> **Work instructions**
Once the line with "display:flex; justify-content:space-between; align-items:center;" is found in the data, output it and each following line exactly, up to and including the line with "margin:0; font-size:16px; white-space:nowrap;", and nothing before or after.

> **Records for the task**
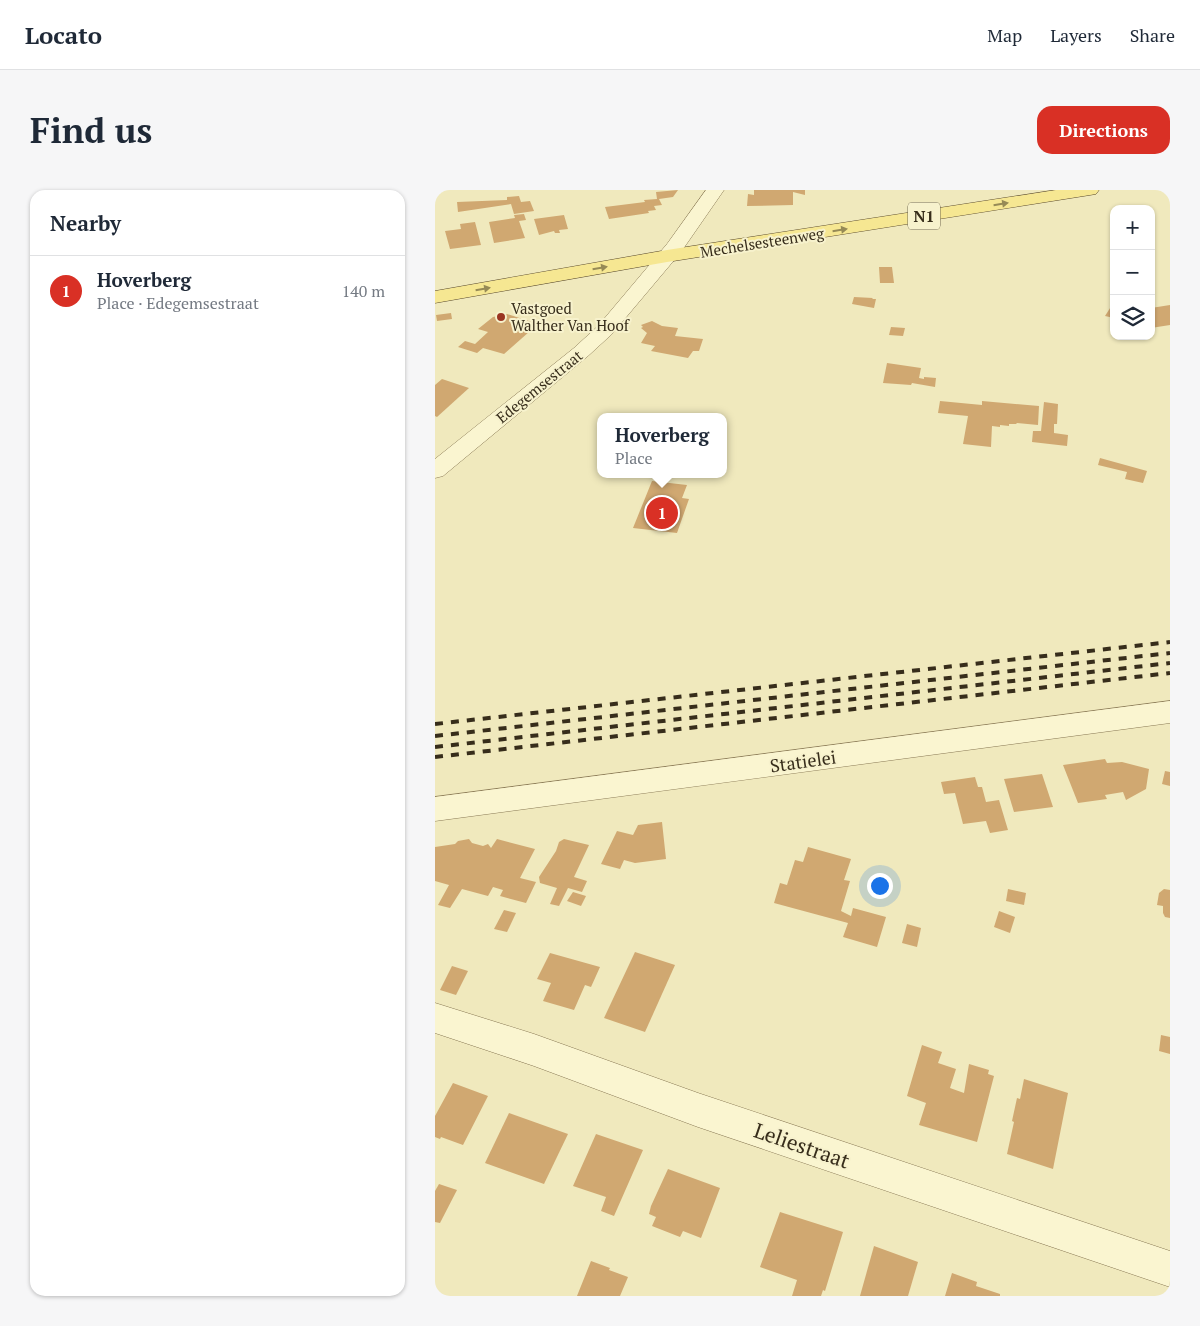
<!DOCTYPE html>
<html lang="en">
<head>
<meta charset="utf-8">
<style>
  body { margin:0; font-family:"PT Serif",serif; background:#f6f6f7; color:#1f2937 }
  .controls { position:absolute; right:15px; top:15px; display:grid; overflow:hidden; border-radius:10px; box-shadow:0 1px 4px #0004 }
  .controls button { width:45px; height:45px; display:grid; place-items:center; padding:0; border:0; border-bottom:1px solid #e0e1e3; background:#fff; color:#1f2937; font:25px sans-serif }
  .you { position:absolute; left:444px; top:695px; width:18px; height:18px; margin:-12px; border:4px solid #fff; border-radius:50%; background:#1a73e8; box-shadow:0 0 0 8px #1a73e833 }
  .badge { display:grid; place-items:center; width:32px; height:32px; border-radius:50%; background:#d93025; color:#fff; font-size:16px; font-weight:700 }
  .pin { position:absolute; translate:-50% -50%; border:2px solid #fff; box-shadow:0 1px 5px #0006 }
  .popup { position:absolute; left:162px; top:223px; width:130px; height:65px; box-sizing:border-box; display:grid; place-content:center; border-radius:10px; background:#fff; filter:drop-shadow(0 1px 4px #0005); font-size:16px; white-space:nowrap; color:#747a83 }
  .popup b { font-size:19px; color:#1f2937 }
  .popup::after { content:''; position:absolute; left:50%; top:100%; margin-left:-10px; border:10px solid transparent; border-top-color:#fff }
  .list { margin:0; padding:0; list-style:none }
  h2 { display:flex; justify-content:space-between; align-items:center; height:65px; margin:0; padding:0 20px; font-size:21px }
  h2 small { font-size:16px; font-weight:400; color:#747a83 }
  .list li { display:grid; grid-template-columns:32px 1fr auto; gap:15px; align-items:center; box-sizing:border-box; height:70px; padding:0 20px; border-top:1px solid #e0e1e3 }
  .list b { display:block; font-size:19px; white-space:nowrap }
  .list p { margin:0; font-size:16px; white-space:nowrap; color:#747a83 }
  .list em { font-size:16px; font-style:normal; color:#747a83 }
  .icon { flex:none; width:28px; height:28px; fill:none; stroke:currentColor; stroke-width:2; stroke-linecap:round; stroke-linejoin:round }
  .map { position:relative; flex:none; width:735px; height:1106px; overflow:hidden; border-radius:15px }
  header { display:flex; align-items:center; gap:30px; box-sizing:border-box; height:70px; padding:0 25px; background:#fff; border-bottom:1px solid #e0e1e3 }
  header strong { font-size:24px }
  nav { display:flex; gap:28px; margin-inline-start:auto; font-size:18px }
  .intro { display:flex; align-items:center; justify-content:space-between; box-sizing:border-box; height:120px; padding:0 30px }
  h1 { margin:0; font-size:35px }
  .button { padding:12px 22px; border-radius:15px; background:#d93025; color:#fff; font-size:18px; font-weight:700 }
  main { display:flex; gap:30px; padding:0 30px }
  aside { flex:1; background:#fff; border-radius:15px; box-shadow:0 1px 4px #0004 }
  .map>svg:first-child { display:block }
</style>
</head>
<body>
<header>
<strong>Locato</strong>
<nav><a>Map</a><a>Layers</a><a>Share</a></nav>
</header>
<div class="intro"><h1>Find us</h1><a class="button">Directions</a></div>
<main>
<aside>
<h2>Nearby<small></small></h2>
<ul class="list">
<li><span class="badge">1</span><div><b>Hoverberg</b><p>Place · Edegemsestraat</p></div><em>140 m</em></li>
</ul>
</aside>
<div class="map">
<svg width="735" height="1106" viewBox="0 0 735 1106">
  <rect width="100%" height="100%" fill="#f0e9bd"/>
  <!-- building -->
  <g fill="#d0a871">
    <path d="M243 0 238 7 224 9 227 15 219 16 221 20 213 21 214 23 174 29 170 17 210 12 209 10 222 9 221 2Z"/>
    <path d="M319 0H370V5L358 2V15L312 16 313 4 319 5Z"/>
    <path d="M84 6 86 12 95 11 99 21 79 24 76 14 23 22 22 12 72 10V7Z"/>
    <path d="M89 24 91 30 84 31 90 48 59 53 54 32 80 28 79 25Z"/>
    <path d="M129 25 133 39 124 40 125 43H120L119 41 104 45 99 29Z"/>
    <path d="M40 32 46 55 15 59 10 41 26 39 25 34Z"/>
    <path d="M444 77H457L459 93H445Z"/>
    <path d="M419 107 438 108 437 109H441L439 118 417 114Z"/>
    <path d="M677 115 679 116V128L670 126Z"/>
    <path d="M735 115V135L716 138V118Z"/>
    <path d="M16 123 17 129 2 131 1 125Z"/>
    <path d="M72 124 103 134 69 164 48 158 42 163 23 157 30 151 40 154 53 142 43 139 58 127Z"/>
    <path d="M217 131 227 136 243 138 240 146 268 149 264 161H258L253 168 216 161 220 156 206 153 212 143 206 138 208 137 206 135Z"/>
    <path d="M456 137 470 138 468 146 454 145Z"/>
    <path d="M452 173 486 178 484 188 489 189V187L501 188 500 197 477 193 476 195 448 193Z"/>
    <path d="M7 189 34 198 2 227 0 226V195Z"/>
    <path d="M505 211 547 215V211L604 216 603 235 582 233 581 234H574V236L565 235V237L557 236 556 257 528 254 533 226 503 223Z"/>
    <path d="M609 212 623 214 622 234H619V243L633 245 632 256 597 252 598 241H606Z"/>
    <path d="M665 268 712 281 708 293 690 289 692 282 663 275Z"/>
    <path d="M217 291 252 295 247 308 254 309 242 343 198 338Z"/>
    <path d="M670 569 672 573 687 572 714 579 711 599 691 610 688 602 670 605 672 609 643 613 628 575Z"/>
    <path d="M730 581 735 582V596L727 594Z"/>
    <path d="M607 584 618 617 579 622 569 589Z"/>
    <path d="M540 587 543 597H547L551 612 564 610 573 640 555 643 551 631 528 634 520 603 509 604 506 592Z"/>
    <path d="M227 632 231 669 200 673 189 670 185 679 166 674 182 641 198 645 203 635Z"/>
    <path d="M34 649 37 653 48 656 53 654 56 658 62 649 100 659 85 688 101 692 91 713 65 706 68 700 58 697 53 706 27 699 15 718 3 715 14 695 0 691V657L20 654 23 651Z"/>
    <path d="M129 649 154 655 139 687 152 691 147 702 133 698 124 716 115 714 122 698 105 693 104 687 121 661 124 652Z"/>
    <path d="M373 657 416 669 409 690 415 691 406 721 416 726 418 718 451 727 442 757 408 747 413 733 339 713 345 693 352 695 360 670 368 672Z"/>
    <path d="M573 699 591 703 589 715 571 711Z"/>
    <path d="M729 699 735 700V728L730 727 728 723V716L722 715 724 703Z"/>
    <path d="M138 702 151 706 146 716 132 711Z"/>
    <path d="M69 720 81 723 72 742 59 739Z"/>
    <path d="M564 721 580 727 575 743 559 737Z"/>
    <path d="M472 734 486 738 482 757 467 753Z"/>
    <path d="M200 762 240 775 210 842 169 828Z"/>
    <path d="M115 763 165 777 156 797 150 795 139 820 108 811 116 793 102 789Z"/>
    <path d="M17 776 33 781 21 805 5 800Z"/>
    <path d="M726 845 735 847V864L724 861Z"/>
    <path d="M487 855 507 862 503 873 521 879 515 898 529 903 534 874 554 880 553 884 559 886 542 952 484 935 491 913 472 906Z"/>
    <path d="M589 889 633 903 618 979 572 964 579 932 577 931 582 908 585 909Z"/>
    <path d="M18 893 53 906 28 955 6 947 5 949 0 947V926Z"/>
    <path d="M74 923 133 944 109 994 50 973Z"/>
    <path d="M161 944 208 960 179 1026 166 1021 171 1007 138 996Z"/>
    <path d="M233 979 285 998 266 1048 248 1041 245 1047 217 1036 221 1027 214 1024 216 1016Z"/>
    <path d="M4 994 22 1000 5 1033 0 1032V1001Z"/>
    <path d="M345 1022 408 1042 390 1101 388 1100 386 1106H357L362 1090 325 1077Z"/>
    <path d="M439 1056 483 1072 473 1106H425Z"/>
    <path d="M156 1071 175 1078 174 1080 193 1087 185 1106H142Z"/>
    <path d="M517 1083 542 1092 541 1096 565 1104V1106H510Z"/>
  </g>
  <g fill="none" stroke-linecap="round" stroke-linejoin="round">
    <defs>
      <g id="minor">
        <path d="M271 0H289L246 62 177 144 153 166 8 286 0 288V269L139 158 163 136 232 54Z"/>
        <path d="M735 511V533L0 631V607Z"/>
        <path d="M0 813 99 844 263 903 735 1061V1097L263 937 99 876 0 843Z"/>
      </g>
      <path id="major" d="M621 0H664L661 4 655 5 232 72 0 113V101L232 60Z"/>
    </defs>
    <!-- minor casing -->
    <use href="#minor" stroke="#897955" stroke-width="1"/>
    <!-- major casing -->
    <use href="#major" stroke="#56462a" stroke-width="1"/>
    <!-- minor -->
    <use href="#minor" fill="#faf5d0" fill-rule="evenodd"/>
    <!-- major -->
    <use href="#major" fill="#f6e792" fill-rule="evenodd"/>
    <!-- rail -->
    <g stroke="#372d1b" stroke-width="4" stroke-dasharray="8 8" stroke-linecap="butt">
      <path d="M0 534 735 452"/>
      <path d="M0 546 735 463"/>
      <path d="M0 557 735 473"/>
      <path d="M0 567 735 483"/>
    </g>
  </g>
  <!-- one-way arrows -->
  <defs><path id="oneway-solid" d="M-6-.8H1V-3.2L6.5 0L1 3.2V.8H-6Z" transform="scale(1.25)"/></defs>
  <g fill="#968a56">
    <use href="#oneway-solid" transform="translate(566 14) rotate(-9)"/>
    <use href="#oneway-solid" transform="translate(405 40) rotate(-9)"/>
    <use href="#oneway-solid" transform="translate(165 78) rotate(-10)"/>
    <use href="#oneway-solid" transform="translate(48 99) rotate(-10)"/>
  </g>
  <!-- markers -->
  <circle fill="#9a3522" stroke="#f7f2cd" stroke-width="2" cx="66" cy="127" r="5"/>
  <g text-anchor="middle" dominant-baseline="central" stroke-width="4" stroke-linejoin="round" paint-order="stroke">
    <!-- far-street labels -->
    <g font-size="15" fill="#372d1b" stroke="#f7f2cd">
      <text transform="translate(327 52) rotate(-9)">Mechelsesteenweg</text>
      <text transform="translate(104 196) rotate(-39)">Edegemsestraat</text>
    </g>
    <!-- far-poi labels -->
    <g font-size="15" fill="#372d1b" stroke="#f7f2cd" text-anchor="start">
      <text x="76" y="118">Vastgoed<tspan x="76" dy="17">Walther Van Hoof</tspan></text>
    </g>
    <!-- shield labels -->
    <rect fill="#f7f2cd" stroke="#716850" stroke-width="1" x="473" y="12.5" width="32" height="27" rx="4"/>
    <g font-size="16" font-weight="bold" fill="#372d1b">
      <text x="489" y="26">N1</text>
    </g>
    <!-- street labels -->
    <g font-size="18" fill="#372d1b" stroke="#f7f2cd">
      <text transform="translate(368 571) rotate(-8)">Statielei</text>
    </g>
    <!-- near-street labels -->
    <g font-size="21" fill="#372d1b" stroke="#f7f2cd">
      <text transform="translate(367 955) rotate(19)">Leliestraat</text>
    </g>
  </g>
</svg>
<div class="controls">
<button>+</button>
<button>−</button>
<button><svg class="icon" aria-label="layers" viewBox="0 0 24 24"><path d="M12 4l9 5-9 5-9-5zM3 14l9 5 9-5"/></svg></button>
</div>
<div class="you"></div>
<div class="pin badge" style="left:227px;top:323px">1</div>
<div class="popup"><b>Hoverberg</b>Place</div>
</div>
</main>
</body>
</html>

> **Result of the exercise**
  h2 { display:flex; justify-content:space-between; align-items:center; height:65px; margin:0; padding:0 20px; font-size:21px }
  h2 small { font-size:16px; font-weight:400; color:#747a83 }
  .list li { display:grid; grid-template-columns:32px 1fr auto; gap:15px; align-items:center; box-sizing:border-box; height:70px; padding:0 20px; border-top:1px solid #e0e1e3 }
  .list b { display:block; font-size:19px; white-space:nowrap }
  .list p { margin:0; font-size:16px; white-space:nowrap; color:#747a83 }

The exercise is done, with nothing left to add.